Task item: Hunt for the word "viewBox" across the entries below, copying each line that holds it.

Information given:

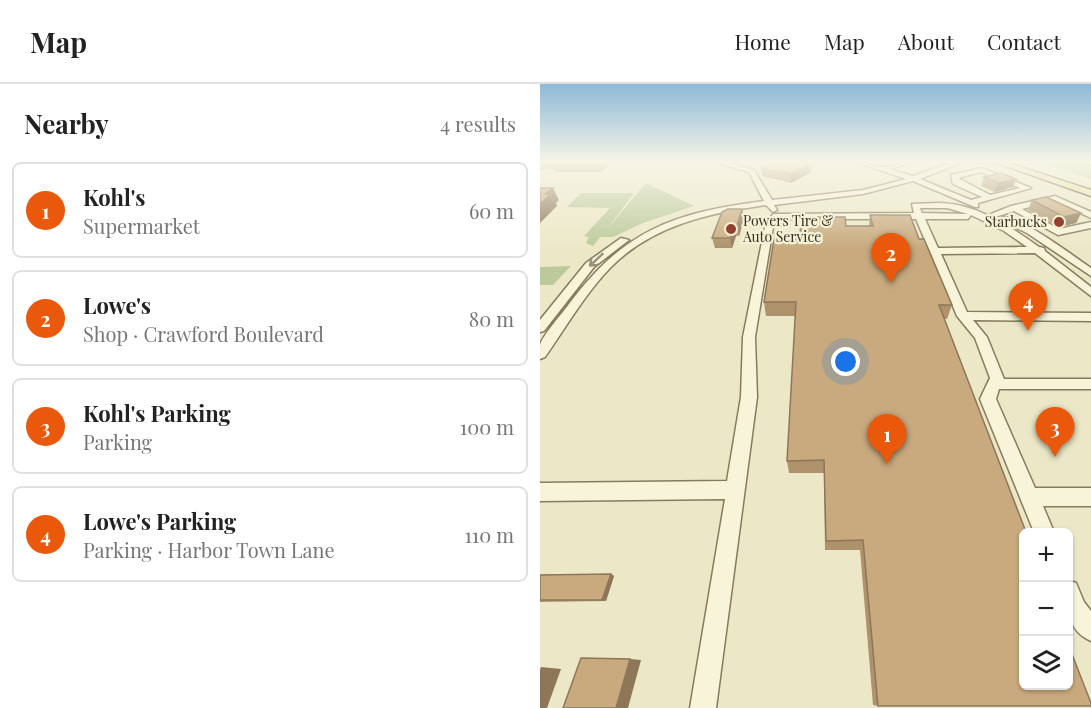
<!DOCTYPE html>
<html lang="en">
<head>
<meta charset="utf-8">
<style>
  :root { --surface:#fff; --page:#f2f2f2; --text:#222; --muted:#767676; --line:#e0e0e0; --accent:#ea580c }
  body { margin:0; font-family:"Playfair Display",serif; background:var(--page); color:var(--text) }
  .controls { position:absolute; right:18px; bottom:18px; display:grid; overflow:hidden; border-radius:9px; box-shadow:0 2px 4px #0004 }
  .controls button { width:54px; height:54px; display:grid; place-items:center; padding:0; border:0; border-bottom:2px solid var(--line); background:var(--surface); color:var(--text); font:30px sans-serif }
  .you { position:absolute; left:306px; top:278px; width:21px; height:21px; margin:-15px; border:4px solid #fff; border-radius:50%; background:#1a73e8; box-shadow:0 0 0 9px #1a73e833 }
  .badge { display:grid; place-items:center; width:39px; height:39px; border-radius:50%; background:var(--accent); color:#fff; font-size:20px; font-weight:700 }
  .pin { position:absolute; translate:-50% -50px; filter:drop-shadow(0 2px 3px #0008) }
  .pin::after { content:''; position:absolute; top:32px; width:21px; height:18px; background:inherit; clip-path:polygon(0 0,100% 0,50% 100%) }
  .list { margin:0; padding:0; list-style:none }
  h2 { display:flex; justify-content:space-between; align-items:center; height:78px; margin:0; padding:0 24px; font-size:26px }
  h2 small { font-size:20px; font-weight:400; color:var(--muted) }
  .list li { display:grid; grid-template-columns:39px 1fr auto; gap:18px; align-items:center; box-sizing:border-box; height:96px; margin:0 12px 12px; padding:0 12px; border:2px solid var(--line); border-radius:9px }
  .list b { display:block; font-size:22px; white-space:nowrap }
  .list p { margin:0; font-size:20px; white-space:nowrap; color:var(--muted) }
  .list em { font-size:20px; font-style:normal; color:var(--muted) }
  .icon { flex:none; width:33px; height:33px; fill:none; stroke:currentColor; stroke-width:2; stroke-linecap:round; stroke-linejoin:round }
  .map { position:relative; flex:none; width:551px; height:624px; overflow:hidden }
  header { display:flex; align-items:center; gap:36px; box-sizing:border-box; height:84px; padding:0 30px; background:var(--surface); border-bottom:2px solid var(--line) }
  header strong { font-size:28px }
  nav { display:flex; gap:33px; margin-inline-start:auto; font-size:21px }
  main { display:flex }
  aside { flex:1; background:var(--surface) }
  .map>svg:first-child { display:block }
  .green { fill:#bcca9b }
  .lines { fill:none; stroke-linecap:round; stroke-linejoin:round }
  .minor-casing { stroke:#877b5d; stroke-width:3 }
  .major-casing { stroke:#554831; stroke-width:3 }
  .minor { fill:#f7f4da; fill-rule:evenodd }
  .major { fill:#ede3a1; fill-rule:evenodd }
  .wall { fill:#ad926c }
  .shaded-wall { fill:#8d7758 }
  .building { fill:#c9aa7e; stroke:#8d7758; stroke-width:1.5 }
  .oneway { stroke:#98927d }
  .poi-dot { fill:#934030; stroke:#f4f1d6; stroke-width:2 }
  .labels { text-anchor:middle; stroke-width:4.5; stroke-linejoin:round; paint-order:stroke }
  .far-poi-label { font-size:14px; fill:#383020; stroke:#f4f1d6; text-anchor:start }
</style>
</head>
<body>
<header>
<strong>Map</strong>
<nav><a>Home</a><a>Map</a><a>About</a><a>Contact</a></nav>
</header>
<main>
<aside>
<h2>Nearby<small>4 results</small></h2>
<ul class="list">
<li><span class="badge">1</span><div><b>Kohl's</b><p>Supermarket</p></div><em>60 m</em></li>
<li><span class="badge">2</span><div><b>Lowe's</b><p>Shop · Crawford Boulevard</p></div><em>80 m</em></li>
<li><span class="badge">3</span><div><b>Kohl's Parking</b><p>Parking</p></div><em>100 m</em></li>
<li><span class="badge">4</span><div><b>Lowe's Parking</b><p>Parking · Harbor Town Lane</p></div><em>110 m</em></li>
</ul>
</aside>
<div class="map">
<svg width="551" height="624" viewBox="0 0 551 624">
  <rect width="100%" height="100%" fill="#ece8c7"/>
  <!-- green -->
  <path class="green" d="M500,78h51v17z
    M106,99l48,23 -51,17 -30,14h-13l-7,9 -7,-3 3,-6 -5,-1 26,-28 -43,-1 14,-14h53l-27,36z
    M31,182l-18,19h-13v-18z"/>
  <g class="lines">
    <defs>
      <path id="minor" d="M174,78h11l29,8 18,30 91,-10 43,-11 -50,-17c9,0 16,4 25,5 10,1 21,-5 31,-5l-22,7 23,7 40,-14h9l-42,17 51,21 11,-3 -29,-13 -2,-9 31,-7 49,20 -53,15v4h-3l-62,-26 -50,13 -89,11 3,5 -4,2 -7,-7c-56,8 -114,20 -156,63 -25,26 -44,59 -65,89l-5,2c0,-4 0,-10 0,-14 3,-10 20,-29 26,-37 57,-78 106,-95 198,-107l-15,-29zM441,88l39,16 -30,7 -32,-17z
        M546,78h5v3z
        M515,112l36,16v6l-37,-17 -32,8 37,20 32,-7v6l-33,7 -44,-24 -19,6 -4,-3 20,-8z
        M398,119c37,0 72,23 101,44l5,1 1,3 46,36v9l-56,-43 -94,1 26,58 124,1v8l-118,-1 14,17 17,42h87v10h-92l-3,10 39,89h56v18h-48l11,26h-20l-54,-133 10,-21 -15,-40 -18,-22 -41,-97h-137l-6,8 -18,110 2,60 -41,311h-26l35,-209 -185,2v-18l187,-2 14,-84 2,-60 22,-110 8,-13 141,-1 -2,-9zM380,124h27l21,6 -46,-1zM431,131l33,16 23,16 -89,1 -13,-29h43z
        M462,133c19,-1 71,39 89,51v8l-64,-43 -25,-12z
        M81,154l8,2 -35,27 -50,64 -4,1v-12l46,-57z
        M528,496l8,3 8,19 7,9v30c-26,-11 -23,-37 -23,-61z"/>
      <path id="major" d="M454,78h12l85,28v6z"/>
    </defs>
    <!-- minor casing -->
    <use href="#minor" class="minor-casing"/>
    <!-- major casing -->
    <use href="#major" class="major-casing"/>
    <!-- minor -->
    <use href="#minor" class="minor"/>
    <!-- major -->
    <use href="#major" class="major"/>
  </g>
  <!-- wall -->
  <path class="wall" d="M0,78h72l-11,10h-46l-1,-3 -14,1z
    M271,80v8l-20,11 -29,-7 -1,-8z
    M444,93l32,2 -3,8 -18,5 -14,-6z
    M492,116l49,13 -5,10 -17,4 -31,-17z
    M202,125l2,10 -5,17h-3l-4,12h-17l-3,-10z
    M330,131l49,24 33,66 -5,14h-3l-66,387 -5,-1 -13,-155h-35l-1,-77h-35l-2,-12 9,-145h-30l-2,-14 36,-63 46,-13h23z
    M71,490l3,2 -8,25 -66,1v-27z"/>
  <!-- shaded-wall -->
  <path class="shaded-wall" d="M57,78h15l-11,10z
    M271,80v8l-20,11v-9z
    M476,95l-3,8 -18,5 3,-9z
    M13,104l6,12 -3,3 1,3 -17,17v-19l5,-10z
    M202,125l2,10 -5,17 -2,-10z
    M541,129l-5,10 -17,4 5,-10z
    M194,142l2,10 -4,12 -2,-10z
    M71,490l3,2 -8,25 -4,-1z
    M90,575l11,1 -13,48h-12z
    M1,583l20,2 -14,39h-7v-38z"/>
  <!-- building -->
  <path class="building" d="M233,78h29l9,2 -20,10 -30,-6z
    M461,89l15,6 -18,4 -14,-6z
    M0,104h13l-8,6h6l-11,10z
    M506,113l35,16 -17,4 -32,-17z
    M188,125h14l-5,17h-3l-4,12h-18l10,-26z
    M330,131h40l9,24h5l28,66h-13l87,227h-3v154h45v-42l23,59v3h-213l-15,-166 -37,1 -2,-81 -37,1 9,-159h-32l10,-63h26l1,-22h44l1,9h27z
    M71,490l-9,26h-62v-25z
    M41,574l49,1 -14,49h-53z"/>
  <!-- one-way arrows -->
  <defs><path id="oneway-shaft" d="M-6 0H5M1.5-3L5.5 0L1.5 3" fill="none" stroke-width="1.6" stroke-linecap="round" stroke-linejoin="round" transform="scale(1.5)"/></defs>
  <use class="oneway" href="#oneway-shaft" transform="translate(56 176) rotate(137)"/>
  <!-- sky -->
  <linearGradient id="sky" x2="0" y2="1"><stop stop-color="#8eb9d7"/><stop offset="0.47" stop-color="#f6f5e6"/><stop offset="1" stop-color="#f6f5e6" stop-opacity="0"/></linearGradient>
  <rect width="551" height="165" fill="url(#sky)"/>
  <!-- markers -->
  <g class="poi-dot">
    <circle cx="519" cy="138" r="6"/>
    <circle cx="191" cy="145" r="6"/>
  </g>
  <g class="labels">
    <!-- far-poi labels -->
    <g class="far-poi-label">
      <text x="203" y="142">Powers Tire &amp;<tspan x="203" dy="16">Auto Service</tspan></text>
      <text x="507" y="143" text-anchor="end">Starbucks</text>
    </g>
  </g>
</svg>
<div class="controls">
<button>+</button>
<button>−</button>
<button><svg class="icon" aria-label="layers" viewBox="0 0 24 24"><path d="M12 4l9 5-9 5-9-5zM3 14l9 5 9-5"/></svg></button>
</div>
<div class="you"></div>
<div class="pin badge" style="left:347px;top:380px">1</div>
<div class="pin badge" style="left:351px;top:199px">2</div>
<div class="pin badge" style="left:515px;top:373px">3</div>
<div class="pin badge" style="left:488px;top:247px">4</div>
</div>
</main>
</body>
</html>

Reply to the task:
<svg width="551" height="624" viewBox="0 0 551 624">
<button><svg class="icon" aria-label="layers" viewBox="0 0 24 24"><path d="M12 4l9 5-9 5-9-5zM3 14l9 5 9-5"/></svg></button>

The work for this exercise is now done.